#### Aim of the task:
When the string "linecap" is part of a line below, that line should be copied.

#### Dataset entries:
◆ ◆ ◆ ◆
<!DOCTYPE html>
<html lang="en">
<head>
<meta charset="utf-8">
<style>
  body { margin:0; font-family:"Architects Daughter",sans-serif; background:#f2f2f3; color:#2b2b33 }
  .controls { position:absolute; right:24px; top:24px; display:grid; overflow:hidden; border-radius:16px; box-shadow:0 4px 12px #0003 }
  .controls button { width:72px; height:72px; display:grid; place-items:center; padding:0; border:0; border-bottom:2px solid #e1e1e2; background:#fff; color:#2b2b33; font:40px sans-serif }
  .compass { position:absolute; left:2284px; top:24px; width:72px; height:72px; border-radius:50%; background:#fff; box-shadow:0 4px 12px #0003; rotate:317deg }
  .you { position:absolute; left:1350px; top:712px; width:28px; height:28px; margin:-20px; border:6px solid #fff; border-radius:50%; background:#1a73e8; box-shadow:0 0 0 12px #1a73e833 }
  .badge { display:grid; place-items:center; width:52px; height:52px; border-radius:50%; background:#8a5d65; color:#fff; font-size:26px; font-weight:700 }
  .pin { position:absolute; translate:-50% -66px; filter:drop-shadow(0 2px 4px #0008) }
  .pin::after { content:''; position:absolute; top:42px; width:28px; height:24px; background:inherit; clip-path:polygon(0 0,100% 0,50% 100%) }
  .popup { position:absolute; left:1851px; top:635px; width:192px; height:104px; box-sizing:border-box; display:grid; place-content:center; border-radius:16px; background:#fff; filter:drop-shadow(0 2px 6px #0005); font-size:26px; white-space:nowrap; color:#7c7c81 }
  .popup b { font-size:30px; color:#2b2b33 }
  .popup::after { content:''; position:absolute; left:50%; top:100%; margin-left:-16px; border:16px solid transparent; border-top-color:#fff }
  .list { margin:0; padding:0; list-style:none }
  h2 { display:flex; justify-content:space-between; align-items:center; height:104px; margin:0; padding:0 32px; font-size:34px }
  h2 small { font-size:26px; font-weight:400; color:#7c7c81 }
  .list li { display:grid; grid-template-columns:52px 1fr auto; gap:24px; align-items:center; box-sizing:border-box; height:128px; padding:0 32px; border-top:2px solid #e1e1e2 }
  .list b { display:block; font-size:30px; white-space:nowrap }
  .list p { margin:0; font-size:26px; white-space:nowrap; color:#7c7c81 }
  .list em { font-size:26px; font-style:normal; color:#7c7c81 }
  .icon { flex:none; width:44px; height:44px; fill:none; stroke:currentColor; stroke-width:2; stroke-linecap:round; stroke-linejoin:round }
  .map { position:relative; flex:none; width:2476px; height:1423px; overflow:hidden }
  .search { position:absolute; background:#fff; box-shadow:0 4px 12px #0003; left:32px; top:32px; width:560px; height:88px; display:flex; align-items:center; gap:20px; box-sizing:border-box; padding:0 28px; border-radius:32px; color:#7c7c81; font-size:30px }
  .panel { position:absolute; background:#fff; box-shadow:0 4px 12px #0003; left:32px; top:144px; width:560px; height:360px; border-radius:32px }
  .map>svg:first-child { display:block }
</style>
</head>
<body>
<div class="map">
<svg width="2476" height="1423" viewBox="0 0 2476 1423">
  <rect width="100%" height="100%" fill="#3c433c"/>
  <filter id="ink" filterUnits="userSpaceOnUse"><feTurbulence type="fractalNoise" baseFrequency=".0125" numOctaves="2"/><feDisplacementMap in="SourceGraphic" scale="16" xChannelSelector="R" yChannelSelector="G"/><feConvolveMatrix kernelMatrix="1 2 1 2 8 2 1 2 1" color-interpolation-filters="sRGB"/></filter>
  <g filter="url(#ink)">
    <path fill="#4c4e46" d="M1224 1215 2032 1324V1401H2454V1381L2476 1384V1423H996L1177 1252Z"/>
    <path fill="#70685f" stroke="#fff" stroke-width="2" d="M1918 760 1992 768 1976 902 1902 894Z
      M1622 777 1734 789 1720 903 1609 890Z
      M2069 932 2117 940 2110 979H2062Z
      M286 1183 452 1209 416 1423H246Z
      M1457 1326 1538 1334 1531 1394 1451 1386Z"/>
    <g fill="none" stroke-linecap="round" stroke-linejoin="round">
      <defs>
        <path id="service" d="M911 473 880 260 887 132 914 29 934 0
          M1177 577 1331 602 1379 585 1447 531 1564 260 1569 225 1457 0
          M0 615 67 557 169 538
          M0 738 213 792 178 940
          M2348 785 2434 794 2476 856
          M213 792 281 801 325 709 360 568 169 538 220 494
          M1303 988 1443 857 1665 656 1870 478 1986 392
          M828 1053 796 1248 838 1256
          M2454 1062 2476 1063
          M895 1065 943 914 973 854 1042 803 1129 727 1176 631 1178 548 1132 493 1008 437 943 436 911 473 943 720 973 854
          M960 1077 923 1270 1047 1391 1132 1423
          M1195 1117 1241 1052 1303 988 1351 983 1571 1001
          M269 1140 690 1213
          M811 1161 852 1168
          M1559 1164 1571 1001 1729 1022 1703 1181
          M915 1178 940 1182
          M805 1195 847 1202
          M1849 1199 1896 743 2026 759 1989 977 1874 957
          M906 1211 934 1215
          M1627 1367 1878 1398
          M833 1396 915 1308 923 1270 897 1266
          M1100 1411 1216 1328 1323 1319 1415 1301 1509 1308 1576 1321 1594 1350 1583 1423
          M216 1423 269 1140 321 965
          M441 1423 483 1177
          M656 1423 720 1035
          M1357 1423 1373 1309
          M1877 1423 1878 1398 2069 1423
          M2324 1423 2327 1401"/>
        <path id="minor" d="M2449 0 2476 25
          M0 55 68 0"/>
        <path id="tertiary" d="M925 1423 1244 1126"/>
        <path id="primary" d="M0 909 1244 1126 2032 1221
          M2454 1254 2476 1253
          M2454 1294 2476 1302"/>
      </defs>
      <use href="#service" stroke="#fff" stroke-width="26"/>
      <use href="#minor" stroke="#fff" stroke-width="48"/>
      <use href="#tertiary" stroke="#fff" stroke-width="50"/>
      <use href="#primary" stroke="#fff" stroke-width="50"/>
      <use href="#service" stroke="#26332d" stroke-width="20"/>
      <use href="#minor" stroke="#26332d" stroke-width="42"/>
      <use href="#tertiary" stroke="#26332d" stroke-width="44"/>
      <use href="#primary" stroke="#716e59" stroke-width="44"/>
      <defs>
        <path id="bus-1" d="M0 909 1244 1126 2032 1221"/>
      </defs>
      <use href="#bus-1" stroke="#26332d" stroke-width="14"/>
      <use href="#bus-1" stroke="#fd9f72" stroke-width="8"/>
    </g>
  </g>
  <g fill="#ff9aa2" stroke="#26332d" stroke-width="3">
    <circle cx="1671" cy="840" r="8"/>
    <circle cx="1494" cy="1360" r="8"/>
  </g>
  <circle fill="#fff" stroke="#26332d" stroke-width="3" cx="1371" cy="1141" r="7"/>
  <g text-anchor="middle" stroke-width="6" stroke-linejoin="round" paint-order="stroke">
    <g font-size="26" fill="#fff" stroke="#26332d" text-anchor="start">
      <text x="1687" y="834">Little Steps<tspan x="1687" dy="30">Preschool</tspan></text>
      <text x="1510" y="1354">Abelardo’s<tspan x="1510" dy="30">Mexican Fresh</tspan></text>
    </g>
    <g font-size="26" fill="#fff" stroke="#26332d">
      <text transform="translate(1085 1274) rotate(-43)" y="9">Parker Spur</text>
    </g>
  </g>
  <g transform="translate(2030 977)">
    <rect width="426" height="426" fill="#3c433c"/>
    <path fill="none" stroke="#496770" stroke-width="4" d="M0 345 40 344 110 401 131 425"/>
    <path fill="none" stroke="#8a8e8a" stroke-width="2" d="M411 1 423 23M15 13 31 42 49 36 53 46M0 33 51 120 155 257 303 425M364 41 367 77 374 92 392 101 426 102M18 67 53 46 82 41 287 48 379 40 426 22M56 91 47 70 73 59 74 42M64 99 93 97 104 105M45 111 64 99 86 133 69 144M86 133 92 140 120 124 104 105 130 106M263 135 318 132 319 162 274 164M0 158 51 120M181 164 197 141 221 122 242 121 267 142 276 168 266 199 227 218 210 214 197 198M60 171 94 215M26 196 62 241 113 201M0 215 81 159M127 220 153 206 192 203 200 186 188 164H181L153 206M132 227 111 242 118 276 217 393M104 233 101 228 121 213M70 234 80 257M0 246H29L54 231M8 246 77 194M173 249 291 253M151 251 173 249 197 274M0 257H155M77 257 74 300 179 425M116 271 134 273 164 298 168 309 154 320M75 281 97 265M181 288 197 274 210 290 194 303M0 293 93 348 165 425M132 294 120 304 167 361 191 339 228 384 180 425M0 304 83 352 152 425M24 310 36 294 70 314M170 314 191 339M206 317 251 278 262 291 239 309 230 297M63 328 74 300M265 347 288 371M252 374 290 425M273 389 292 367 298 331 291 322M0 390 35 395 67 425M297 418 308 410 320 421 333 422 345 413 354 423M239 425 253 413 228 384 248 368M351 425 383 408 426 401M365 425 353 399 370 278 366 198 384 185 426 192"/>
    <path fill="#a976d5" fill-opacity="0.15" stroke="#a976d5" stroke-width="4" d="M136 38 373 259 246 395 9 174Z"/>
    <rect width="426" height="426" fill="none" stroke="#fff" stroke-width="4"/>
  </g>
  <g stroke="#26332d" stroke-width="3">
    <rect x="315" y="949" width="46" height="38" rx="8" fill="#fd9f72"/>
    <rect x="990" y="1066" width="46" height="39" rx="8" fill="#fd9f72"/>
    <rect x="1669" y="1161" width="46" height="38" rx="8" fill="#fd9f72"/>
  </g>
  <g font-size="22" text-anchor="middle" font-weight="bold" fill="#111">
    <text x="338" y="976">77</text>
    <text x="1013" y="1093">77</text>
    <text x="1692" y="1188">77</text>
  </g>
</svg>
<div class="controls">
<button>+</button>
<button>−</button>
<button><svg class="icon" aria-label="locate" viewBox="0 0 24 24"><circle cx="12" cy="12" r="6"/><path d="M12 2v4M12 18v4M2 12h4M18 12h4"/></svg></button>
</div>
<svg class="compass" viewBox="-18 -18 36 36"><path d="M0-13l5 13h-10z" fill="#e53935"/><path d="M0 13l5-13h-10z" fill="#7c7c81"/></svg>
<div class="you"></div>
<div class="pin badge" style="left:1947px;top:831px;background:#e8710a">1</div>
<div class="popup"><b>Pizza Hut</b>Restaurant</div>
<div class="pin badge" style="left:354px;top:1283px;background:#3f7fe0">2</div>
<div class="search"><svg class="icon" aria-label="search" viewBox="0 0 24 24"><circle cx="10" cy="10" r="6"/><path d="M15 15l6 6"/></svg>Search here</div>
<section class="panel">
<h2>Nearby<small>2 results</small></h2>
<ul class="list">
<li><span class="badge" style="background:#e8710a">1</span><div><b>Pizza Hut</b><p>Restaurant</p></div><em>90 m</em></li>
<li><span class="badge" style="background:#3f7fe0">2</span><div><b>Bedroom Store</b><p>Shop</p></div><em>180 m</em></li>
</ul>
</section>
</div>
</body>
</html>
◆ ◆ ◆ ◆
#### Exercise output:
  .icon { flex:none; width:44px; height:44px; fill:none; stroke:currentColor; stroke-width:2; stroke-linecap:round; stroke-linejoin:round }
    <g fill="none" stroke-linecap="round" stroke-linejoin="round">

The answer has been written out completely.